Oct. 3 (Bloomberg) -- Platinum fell, capping the biggest weekly drop in 22 years, and palladium plunged on concern auto sales in emerging markets will falter, further reducing demand for the metals used in car parts.

Automakers account for more than 60 percent of global platinum use, according to London-based metals trader Johnson Matthey Plc. Platinum fell 58 percent from a March record as auto sales plunged in the U.S., the world's biggest market, and weakened in Europe, stoking concern that emerging markets, including China, may also decline.

``Platinum continued to suffer as the automotive sector looks increasingly vulnerable to the global economic contraction,'' Jon Nadler, a senior analyst at Kitco Metals & Minerals Inc. in Montreal, said today in a note to clients. ``Credit markets remain in a state of suspended animation.''

Platinum futures for January delivery slid $20.80, or 2.1 percent, to $965.80 an ounce on the New York Mercantile Exchange. The most-active contract plunged 14 percent this week, the steepest weekly drop since September 1986.

The price earlier touched $956.20, the lowest since Dec. 22, 2005. Automakers reported the lowest monthly U.S. sales in 17 years this week.

Platinum fell 50 percent in the third quarter and 31 percent last month, the worst monthly decline since at least 1986. The most-active contract reached a record $2,308.80 on March 4.

Palladium futures for December delivery fell $1.35, or 0.7 percent, to $201.85 an ounce in New York.
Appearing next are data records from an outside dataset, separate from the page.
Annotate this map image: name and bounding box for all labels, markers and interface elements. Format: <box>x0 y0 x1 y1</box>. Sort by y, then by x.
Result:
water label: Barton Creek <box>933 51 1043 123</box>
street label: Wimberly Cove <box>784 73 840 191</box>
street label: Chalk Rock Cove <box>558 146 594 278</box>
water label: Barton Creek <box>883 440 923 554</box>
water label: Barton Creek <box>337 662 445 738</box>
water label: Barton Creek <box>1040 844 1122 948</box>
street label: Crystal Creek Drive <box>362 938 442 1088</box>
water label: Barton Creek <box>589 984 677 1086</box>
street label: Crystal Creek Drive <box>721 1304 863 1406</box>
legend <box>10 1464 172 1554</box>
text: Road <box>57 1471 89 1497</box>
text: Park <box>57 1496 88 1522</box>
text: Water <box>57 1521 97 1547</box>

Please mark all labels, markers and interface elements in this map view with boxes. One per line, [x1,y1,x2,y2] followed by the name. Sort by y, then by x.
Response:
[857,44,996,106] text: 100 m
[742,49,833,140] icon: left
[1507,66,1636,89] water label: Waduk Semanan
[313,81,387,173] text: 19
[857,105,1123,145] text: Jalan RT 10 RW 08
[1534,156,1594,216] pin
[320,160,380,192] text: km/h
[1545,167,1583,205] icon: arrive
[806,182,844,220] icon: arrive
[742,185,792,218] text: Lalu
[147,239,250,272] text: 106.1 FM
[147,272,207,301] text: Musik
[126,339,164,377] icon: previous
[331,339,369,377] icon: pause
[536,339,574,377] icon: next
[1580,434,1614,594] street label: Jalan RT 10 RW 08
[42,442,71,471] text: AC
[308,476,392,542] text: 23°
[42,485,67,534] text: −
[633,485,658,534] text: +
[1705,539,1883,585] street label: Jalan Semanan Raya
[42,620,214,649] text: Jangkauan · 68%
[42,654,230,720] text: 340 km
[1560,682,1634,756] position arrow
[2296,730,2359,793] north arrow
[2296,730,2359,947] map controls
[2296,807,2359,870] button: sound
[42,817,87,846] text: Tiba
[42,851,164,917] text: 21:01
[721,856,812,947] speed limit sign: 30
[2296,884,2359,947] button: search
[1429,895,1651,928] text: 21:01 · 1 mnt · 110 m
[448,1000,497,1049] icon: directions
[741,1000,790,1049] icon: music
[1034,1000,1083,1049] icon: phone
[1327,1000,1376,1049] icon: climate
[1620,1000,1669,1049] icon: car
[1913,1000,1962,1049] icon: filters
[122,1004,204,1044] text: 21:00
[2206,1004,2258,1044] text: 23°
The price plummeted 56 percent in the third quarter and 34 percent last month, also the biggest such decline since at least 1986. Most-active futures dropped 10 percent this week and are down 47 percent this year.

Global Slowdown

``The dominant sentiment in the commodity markets now reflects the belief that we are heading into a synchronized global slowdown or even recession,'' Edward Meir, an analyst at MF Global Ltd. in Darien, Connecticut, said today in a note to clients.
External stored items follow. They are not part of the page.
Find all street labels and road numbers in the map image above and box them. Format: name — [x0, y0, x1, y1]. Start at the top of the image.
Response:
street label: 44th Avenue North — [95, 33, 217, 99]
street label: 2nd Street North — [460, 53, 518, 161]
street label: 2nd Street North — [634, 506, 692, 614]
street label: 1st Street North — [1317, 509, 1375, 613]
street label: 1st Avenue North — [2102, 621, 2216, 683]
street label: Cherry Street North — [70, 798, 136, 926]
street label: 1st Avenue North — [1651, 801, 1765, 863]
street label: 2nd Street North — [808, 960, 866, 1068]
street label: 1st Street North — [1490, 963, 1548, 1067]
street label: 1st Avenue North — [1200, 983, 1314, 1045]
U.S. auto sales plunged the most last month since January 1991, according to Ward's Auto Forecast in Southfield, Michigan. The September results extended the industry's slide to 11 consecutive months, the longest in 17 years.
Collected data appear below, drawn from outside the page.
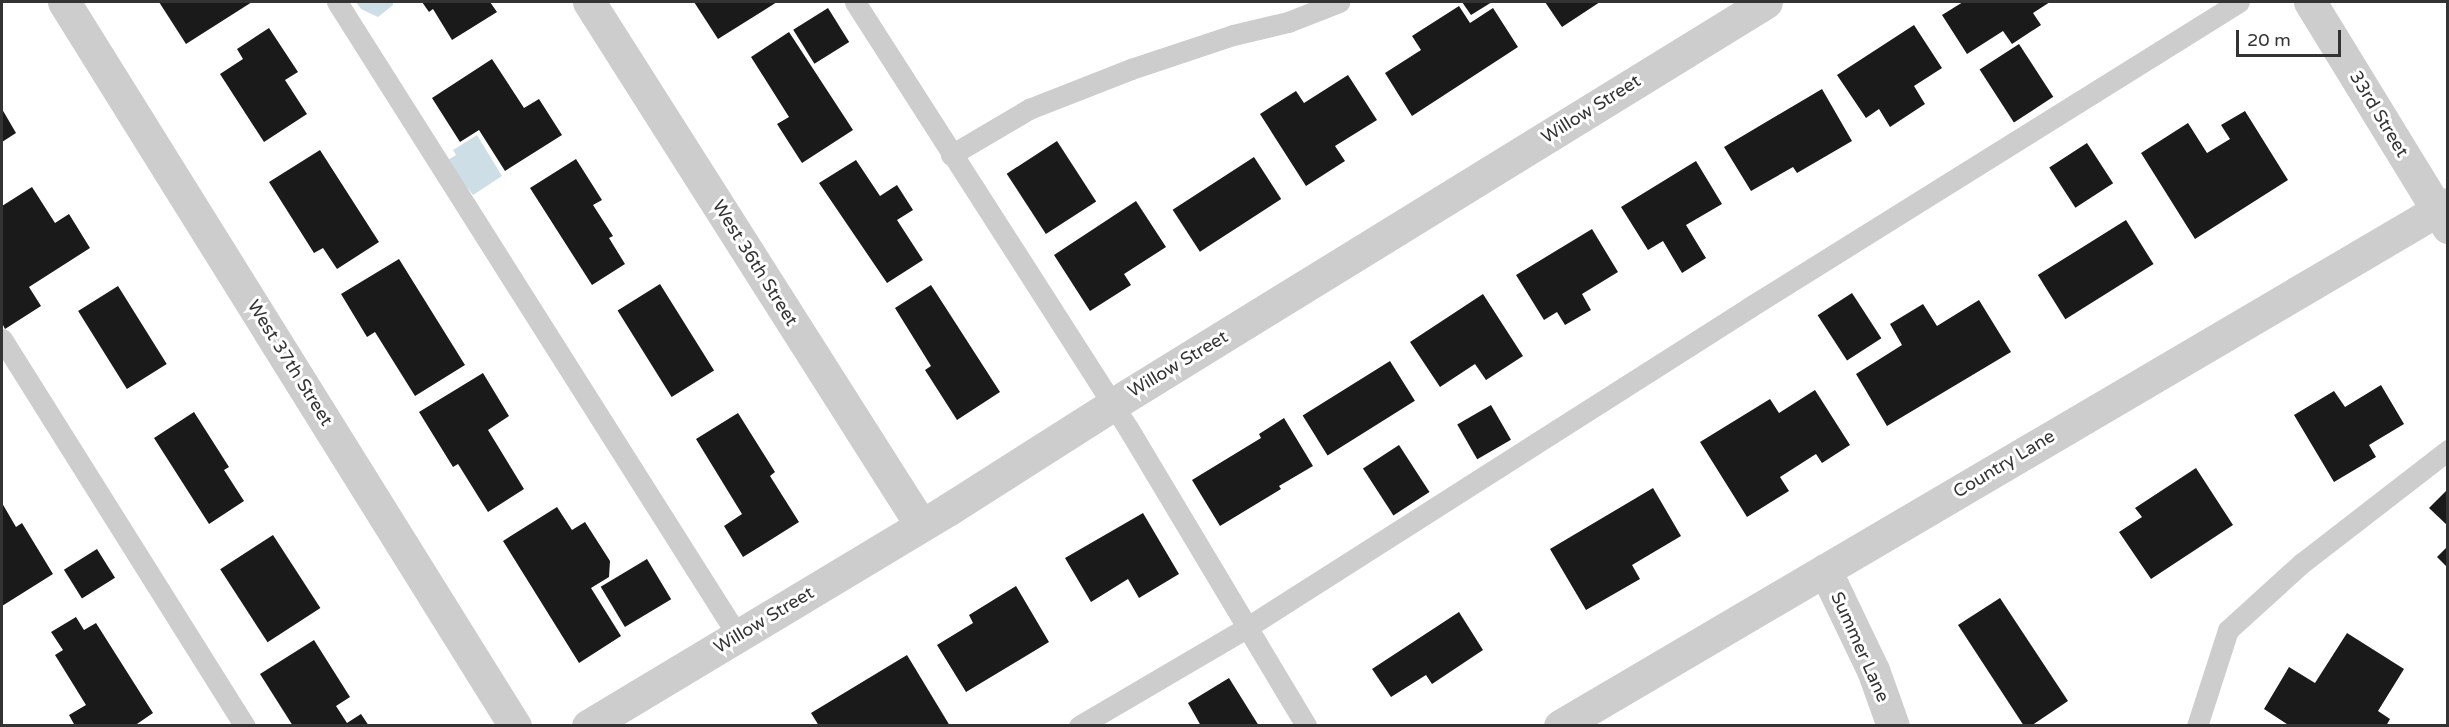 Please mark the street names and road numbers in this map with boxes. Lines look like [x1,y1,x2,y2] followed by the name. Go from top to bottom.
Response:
[2345,67,2413,161] street label: 33rd Street
[1538,70,1644,148] street label: Willow Street
[708,196,802,330] street label: West 36th Street
[243,296,337,430] street label: West 37th Street
[1124,326,1232,402] street label: Willow Street
[1949,425,2059,503] street label: Country Lane
[710,582,818,658] street label: Willow Street
[1826,589,1894,705] street label: Summer Lane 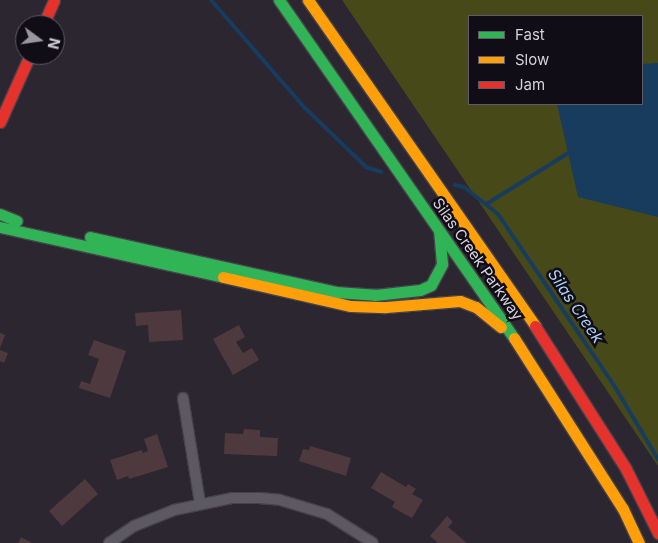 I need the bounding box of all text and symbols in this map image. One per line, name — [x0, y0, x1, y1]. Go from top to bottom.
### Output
north arrow — [15, 15, 65, 65]
legend — [468, 15, 643, 105]
text: Fast — [515, 25, 545, 44]
text: N — [45, 36, 64, 51]
text: Slow — [515, 50, 549, 69]
text: Jam — [515, 75, 545, 94]
street label: Silas Creek Parkway — [429, 195, 527, 323]
water label: Silas Creek — [544, 265, 608, 347]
Executives from Bayerische Motoren Werke AG of Germany, Dearborn, Michigan-based Ford Motor Co. and France's Renault SA said yesterday that a slump in car sales may be more prolonged than manufacturers have anticipated.

Auto sales also slid in Europe, dropping 16 percent in August, the biggest monthly decline since 1999. Demand is slackening in Russia, as well as in other emerging markets in eastern Europe and in Brazil, where carmakers have been expanding capacity.

Lawmakers in the U.S. House of Representatives passed a $700 billion rescue plan for financial companies, designed to unlock credit markets, reversing an earlier vote that sent global markets plunging and threatened to deepen an economic slowdown. President George W. Bush praised the vote and said he will sign the measure when he receives it.